To access the full power of Linux, we need to start up a terminal (also known as a console). On
your personal Virtual Machine, there should be an icon to start a terminal. In most Linux desktops,
we can right click on the desktop background and launch a terminal from the menu.
The terminal lets us enter commands that are run by a special program called a shell. The shell
acts as an intermediate between the user and the operating system. Although there are many shells
to choose from, the default shell for our machines will be the Bourne Again SHell (or bash).

7
1.2 Notation

All input that a user types and the output produced on the terminal is shown in the teletype font.
The shell prompt is shown as alice@ubuntu: $. The following shows what output is produced by
typing in the command whoami to the shell.

alice@ubuntu:~$ whoami
alice
alice@ubuntu:~$

The actual prompt that we may see on a particular system might be different. We can also choose
our own prompt (See Section 3.1). Another notation used is to specify a syntactical category. For
example, if the user is supposed to provide a filename as an argument to a command, it would be
shown as <filename>, where the < and > symbols imply that any valid filename can be specified.
We don’t actually type the < and > characters!

1.3 Getting started

1.3.1 Logging in

In Linux the procedure for obtaining an authorized use of the system is called “logging in”. When
we are on a workstation then we should have a login: prompt on the screen. If the screen is
blank, move the mouse around to make the monitor come back on. If there is no response, then the
monitor may be turned off. In that case turn on the monitor. Enter the user name at the login:
prompt and then enter your password at the password: prompt. The password will not appear on
the screen when typed on the command line.

1.3.2 Changing the password

We may change our password after we have logged in to the system. To change the password from
the terminal, type passwd. Then the system will prompt us for the old password. After we have
entered our old password the system will ask us to enter our new password. Choose a password
that is difficult to guess by others. The system may reject our password as being too small. If so,
select another one; the system will make suggestions about how to select a better password.
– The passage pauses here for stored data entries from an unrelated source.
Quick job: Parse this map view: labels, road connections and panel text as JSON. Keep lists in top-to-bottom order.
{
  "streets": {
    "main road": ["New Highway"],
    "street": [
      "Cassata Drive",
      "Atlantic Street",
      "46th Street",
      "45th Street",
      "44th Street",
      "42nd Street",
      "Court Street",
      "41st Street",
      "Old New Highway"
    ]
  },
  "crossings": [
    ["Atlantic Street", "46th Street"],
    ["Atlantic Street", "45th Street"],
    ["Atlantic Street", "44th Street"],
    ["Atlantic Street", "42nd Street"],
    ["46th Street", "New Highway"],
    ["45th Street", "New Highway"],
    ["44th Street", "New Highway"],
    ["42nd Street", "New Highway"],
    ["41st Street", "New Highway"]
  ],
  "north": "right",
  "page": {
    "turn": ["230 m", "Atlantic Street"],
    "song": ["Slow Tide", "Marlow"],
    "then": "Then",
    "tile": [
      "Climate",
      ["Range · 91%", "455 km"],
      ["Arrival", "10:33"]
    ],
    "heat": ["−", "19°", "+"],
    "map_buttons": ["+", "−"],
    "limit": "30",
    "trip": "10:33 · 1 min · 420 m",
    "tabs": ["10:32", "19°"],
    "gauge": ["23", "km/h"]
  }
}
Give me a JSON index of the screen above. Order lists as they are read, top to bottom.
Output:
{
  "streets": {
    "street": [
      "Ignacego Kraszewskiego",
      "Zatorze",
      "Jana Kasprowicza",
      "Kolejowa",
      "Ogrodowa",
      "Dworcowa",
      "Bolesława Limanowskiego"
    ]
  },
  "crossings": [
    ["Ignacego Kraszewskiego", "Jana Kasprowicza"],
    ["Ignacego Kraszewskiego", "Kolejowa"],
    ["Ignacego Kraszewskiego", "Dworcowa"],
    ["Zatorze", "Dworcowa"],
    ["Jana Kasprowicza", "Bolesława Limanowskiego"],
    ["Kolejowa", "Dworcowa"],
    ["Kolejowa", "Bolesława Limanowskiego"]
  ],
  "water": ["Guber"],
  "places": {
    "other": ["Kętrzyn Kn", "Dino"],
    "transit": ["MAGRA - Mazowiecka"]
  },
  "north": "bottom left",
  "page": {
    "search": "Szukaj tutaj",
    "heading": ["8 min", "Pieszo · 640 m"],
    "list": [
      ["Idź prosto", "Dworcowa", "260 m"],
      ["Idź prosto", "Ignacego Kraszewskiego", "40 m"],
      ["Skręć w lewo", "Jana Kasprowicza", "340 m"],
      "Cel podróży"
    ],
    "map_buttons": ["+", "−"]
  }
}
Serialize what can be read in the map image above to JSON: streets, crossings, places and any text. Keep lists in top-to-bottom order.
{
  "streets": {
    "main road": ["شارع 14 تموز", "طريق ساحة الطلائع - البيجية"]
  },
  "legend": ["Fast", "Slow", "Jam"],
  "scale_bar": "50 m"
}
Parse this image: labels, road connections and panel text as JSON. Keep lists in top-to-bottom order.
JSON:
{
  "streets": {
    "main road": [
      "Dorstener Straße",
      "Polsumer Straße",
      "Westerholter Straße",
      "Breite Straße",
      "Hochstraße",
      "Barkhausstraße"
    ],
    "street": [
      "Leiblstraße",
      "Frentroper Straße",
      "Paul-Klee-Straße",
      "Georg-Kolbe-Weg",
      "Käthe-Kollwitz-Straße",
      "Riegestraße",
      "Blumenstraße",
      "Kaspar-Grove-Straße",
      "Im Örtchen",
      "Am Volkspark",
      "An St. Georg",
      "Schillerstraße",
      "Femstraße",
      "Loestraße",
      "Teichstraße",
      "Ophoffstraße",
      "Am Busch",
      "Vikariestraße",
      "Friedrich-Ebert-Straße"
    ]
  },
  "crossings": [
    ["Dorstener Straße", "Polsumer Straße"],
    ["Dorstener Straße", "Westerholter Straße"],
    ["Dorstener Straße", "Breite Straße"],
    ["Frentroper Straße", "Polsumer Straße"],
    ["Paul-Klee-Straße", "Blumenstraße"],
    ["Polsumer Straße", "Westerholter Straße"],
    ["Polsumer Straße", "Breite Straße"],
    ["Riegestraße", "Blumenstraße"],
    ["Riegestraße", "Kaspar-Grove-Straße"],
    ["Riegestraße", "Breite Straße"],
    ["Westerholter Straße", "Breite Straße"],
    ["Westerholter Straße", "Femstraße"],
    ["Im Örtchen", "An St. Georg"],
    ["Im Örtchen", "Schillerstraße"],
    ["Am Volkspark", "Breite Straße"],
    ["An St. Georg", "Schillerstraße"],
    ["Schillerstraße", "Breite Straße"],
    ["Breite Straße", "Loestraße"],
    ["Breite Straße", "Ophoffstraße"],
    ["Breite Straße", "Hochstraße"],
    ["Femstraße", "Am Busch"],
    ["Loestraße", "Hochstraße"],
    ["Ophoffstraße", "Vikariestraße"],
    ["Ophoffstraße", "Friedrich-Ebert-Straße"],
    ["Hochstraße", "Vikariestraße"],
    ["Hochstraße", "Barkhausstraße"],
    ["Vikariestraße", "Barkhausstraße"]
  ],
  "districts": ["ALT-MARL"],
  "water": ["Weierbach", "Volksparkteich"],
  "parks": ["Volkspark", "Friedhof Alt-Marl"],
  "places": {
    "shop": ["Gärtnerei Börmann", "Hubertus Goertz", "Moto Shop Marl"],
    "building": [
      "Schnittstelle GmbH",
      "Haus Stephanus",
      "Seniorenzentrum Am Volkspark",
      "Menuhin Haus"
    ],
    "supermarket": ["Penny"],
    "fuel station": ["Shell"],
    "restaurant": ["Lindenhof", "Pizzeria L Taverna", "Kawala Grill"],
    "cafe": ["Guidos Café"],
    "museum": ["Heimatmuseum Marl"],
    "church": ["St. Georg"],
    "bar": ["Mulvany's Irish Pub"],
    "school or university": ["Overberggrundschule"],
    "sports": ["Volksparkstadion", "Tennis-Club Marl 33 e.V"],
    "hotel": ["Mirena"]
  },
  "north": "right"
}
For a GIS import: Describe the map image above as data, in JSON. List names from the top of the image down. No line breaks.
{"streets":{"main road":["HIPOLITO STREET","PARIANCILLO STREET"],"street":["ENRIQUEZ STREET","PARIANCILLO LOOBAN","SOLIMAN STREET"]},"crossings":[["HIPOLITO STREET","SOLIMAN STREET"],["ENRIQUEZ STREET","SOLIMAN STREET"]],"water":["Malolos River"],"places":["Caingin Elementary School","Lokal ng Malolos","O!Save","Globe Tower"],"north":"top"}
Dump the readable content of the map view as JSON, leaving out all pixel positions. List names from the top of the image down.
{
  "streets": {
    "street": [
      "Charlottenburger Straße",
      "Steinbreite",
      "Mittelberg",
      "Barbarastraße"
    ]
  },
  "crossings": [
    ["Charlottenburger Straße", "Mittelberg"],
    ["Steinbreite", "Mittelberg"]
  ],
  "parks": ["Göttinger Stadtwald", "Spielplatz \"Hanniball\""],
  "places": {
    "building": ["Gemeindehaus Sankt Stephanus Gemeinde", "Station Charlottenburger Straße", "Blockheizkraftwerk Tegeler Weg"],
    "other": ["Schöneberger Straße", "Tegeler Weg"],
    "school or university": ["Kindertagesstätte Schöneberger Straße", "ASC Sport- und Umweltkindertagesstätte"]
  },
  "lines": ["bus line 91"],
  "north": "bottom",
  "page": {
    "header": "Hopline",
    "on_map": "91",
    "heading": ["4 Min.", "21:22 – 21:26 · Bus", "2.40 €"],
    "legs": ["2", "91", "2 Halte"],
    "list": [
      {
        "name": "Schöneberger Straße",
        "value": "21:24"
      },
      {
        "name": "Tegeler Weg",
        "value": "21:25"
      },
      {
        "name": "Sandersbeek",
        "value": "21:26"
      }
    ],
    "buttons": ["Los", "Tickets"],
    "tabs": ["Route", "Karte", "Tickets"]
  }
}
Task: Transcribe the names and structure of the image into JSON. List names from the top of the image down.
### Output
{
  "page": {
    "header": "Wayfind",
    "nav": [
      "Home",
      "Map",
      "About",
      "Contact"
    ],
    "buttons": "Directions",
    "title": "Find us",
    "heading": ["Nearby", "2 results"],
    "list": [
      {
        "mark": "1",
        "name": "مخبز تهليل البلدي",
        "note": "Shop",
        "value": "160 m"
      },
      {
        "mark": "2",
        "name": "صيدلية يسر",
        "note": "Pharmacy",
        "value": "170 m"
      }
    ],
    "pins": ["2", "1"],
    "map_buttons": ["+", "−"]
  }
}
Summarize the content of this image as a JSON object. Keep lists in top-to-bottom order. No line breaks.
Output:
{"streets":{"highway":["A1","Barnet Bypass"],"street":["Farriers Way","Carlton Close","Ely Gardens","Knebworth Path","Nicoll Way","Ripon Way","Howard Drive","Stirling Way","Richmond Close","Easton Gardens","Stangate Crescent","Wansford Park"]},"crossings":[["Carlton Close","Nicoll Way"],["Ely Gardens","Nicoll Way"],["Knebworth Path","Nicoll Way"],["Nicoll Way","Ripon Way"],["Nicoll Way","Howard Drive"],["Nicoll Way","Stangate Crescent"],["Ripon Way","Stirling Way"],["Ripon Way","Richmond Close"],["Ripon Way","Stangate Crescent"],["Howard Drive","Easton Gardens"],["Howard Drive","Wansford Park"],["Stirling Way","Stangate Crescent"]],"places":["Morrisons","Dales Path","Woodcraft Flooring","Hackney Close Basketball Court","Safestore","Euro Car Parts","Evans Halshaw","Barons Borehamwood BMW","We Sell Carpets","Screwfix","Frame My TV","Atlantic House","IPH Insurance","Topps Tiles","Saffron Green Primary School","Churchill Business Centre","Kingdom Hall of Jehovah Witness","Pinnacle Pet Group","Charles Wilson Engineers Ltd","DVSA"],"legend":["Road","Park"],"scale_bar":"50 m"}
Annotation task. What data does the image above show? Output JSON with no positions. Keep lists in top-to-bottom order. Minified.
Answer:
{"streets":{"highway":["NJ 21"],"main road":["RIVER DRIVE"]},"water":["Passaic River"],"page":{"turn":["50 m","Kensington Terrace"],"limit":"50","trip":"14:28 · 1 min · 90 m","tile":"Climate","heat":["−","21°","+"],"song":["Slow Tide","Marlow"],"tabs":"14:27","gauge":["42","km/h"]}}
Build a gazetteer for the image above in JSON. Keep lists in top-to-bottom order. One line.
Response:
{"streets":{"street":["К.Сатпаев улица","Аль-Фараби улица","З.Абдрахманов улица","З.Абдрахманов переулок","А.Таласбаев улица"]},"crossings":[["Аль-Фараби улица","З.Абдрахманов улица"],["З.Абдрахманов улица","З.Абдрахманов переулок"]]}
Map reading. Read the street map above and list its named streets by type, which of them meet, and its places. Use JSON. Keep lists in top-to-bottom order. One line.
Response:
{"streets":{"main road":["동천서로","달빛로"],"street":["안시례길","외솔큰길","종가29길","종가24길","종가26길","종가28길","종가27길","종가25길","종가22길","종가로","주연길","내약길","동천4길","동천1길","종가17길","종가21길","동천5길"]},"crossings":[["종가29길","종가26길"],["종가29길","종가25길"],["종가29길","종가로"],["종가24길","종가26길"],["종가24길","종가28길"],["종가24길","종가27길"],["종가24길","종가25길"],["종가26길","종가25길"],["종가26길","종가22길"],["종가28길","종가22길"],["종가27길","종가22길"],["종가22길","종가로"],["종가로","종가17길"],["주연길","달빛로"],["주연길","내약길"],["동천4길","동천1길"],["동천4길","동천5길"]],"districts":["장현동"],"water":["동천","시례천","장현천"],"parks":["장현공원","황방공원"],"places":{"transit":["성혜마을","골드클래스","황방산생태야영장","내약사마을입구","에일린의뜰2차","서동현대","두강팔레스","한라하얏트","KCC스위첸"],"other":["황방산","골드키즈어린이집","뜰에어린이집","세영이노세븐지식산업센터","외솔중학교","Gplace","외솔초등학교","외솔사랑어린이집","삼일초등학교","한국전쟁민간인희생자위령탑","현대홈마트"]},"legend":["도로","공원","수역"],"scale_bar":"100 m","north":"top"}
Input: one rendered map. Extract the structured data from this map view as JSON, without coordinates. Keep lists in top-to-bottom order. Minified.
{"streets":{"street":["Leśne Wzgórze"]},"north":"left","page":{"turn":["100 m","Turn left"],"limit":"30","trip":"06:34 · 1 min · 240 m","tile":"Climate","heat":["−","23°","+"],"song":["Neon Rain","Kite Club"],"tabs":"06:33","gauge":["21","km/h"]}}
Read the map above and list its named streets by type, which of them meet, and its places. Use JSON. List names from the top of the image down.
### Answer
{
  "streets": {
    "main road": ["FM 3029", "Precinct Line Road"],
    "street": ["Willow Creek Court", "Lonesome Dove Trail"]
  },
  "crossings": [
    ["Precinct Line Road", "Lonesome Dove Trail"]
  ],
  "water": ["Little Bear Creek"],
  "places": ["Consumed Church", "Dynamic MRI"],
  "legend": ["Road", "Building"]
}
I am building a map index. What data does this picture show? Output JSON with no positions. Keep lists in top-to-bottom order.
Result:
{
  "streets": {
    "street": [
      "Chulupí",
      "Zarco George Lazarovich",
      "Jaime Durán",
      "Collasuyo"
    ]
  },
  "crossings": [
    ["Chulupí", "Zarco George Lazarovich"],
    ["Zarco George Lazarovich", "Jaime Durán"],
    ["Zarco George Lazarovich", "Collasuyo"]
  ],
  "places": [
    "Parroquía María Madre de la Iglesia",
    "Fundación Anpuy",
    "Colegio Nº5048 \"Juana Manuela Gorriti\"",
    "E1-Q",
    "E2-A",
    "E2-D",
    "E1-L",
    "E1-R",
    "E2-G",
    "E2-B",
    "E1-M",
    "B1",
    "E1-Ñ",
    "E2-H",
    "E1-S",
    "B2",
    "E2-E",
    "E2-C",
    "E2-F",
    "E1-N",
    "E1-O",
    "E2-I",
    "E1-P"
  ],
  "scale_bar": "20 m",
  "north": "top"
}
1.3.3 Logging out of the system

It is very important to logout of the system. Otherwise our account can be accessed by an unau-
thorized person who may misuse our account.

• To log out of a console terminal type logout or exit.

• To log out of the graphical desktop session, go to the start menu (usually on top right or
bottom left), and select the Leave or Logout option in the menu.

8
1.4 Some basics

1.4.1 Correcting our typing

We can use the Backspace (sometimes labeled with the image of an arrow pointing to the left)
key for erasing one character at a time and Ctrl-u (that is, press Ctrl and u simultaneously) for
killing the entire line.

1.4.2 Special keys

Most of the keyboard characters are ordinary displayable characters with an obvious meaning,
but some have special significance to the computer. The RETURN (sometimes labeled as Enter)
key signifies the end of a line of input; the shell echoes it by moving the terminal cursor to the
beginning of the next line on the screen. RETURN must be pressed before the shell will interpret the
characters we have typed.
RETURN is an example of a control character —an invisible character that controls some aspect
of input and output on the terminal. If we press the keys Ctrl-m (that is, press Ctrl and m
simultaneously) the effect is the same as pressing the RETURN key.
By typing Ctrl-c, from the terminal, we can kill most running programs or commands. (The c
stands for cancel.)
Another important control character is Ctrl-d, which tells a program or a command that there is
no more input. For example, typing Ctrl-d on the terminal will signify to the shell that there is
no more input from the user and it will log us out. Ctrl-d can also be thought of as an “end of
file.”
Typing Ctrl-z suspends a running program. (The z stands for zzzzzz’s or sleep) Type fg (for
foreground) to restart the sleeping program.
Ctrl-s stops our screen from scrolling and Ctrl-q resumes scrolling. On most keyboards there is
a Scroll Lock key for the same purpose.
Here is summary of the control characters.
Control Character Action
Ctrl-c Cancels the program running on the command line
Ctrl-d Tells a program that there is no more input (similar to an End of File)
Ctrl-z Suspends the program running on the command line
Ctrl-s Stops our screen from scrolling
Ctrl-q Resumes scrolling it was stopped

1.4.3 Case sensitivity

All commands and names in Linux are case sensitive. For example, the two commands, run and
Run are not the same command.

9
1.4.4 How to find information?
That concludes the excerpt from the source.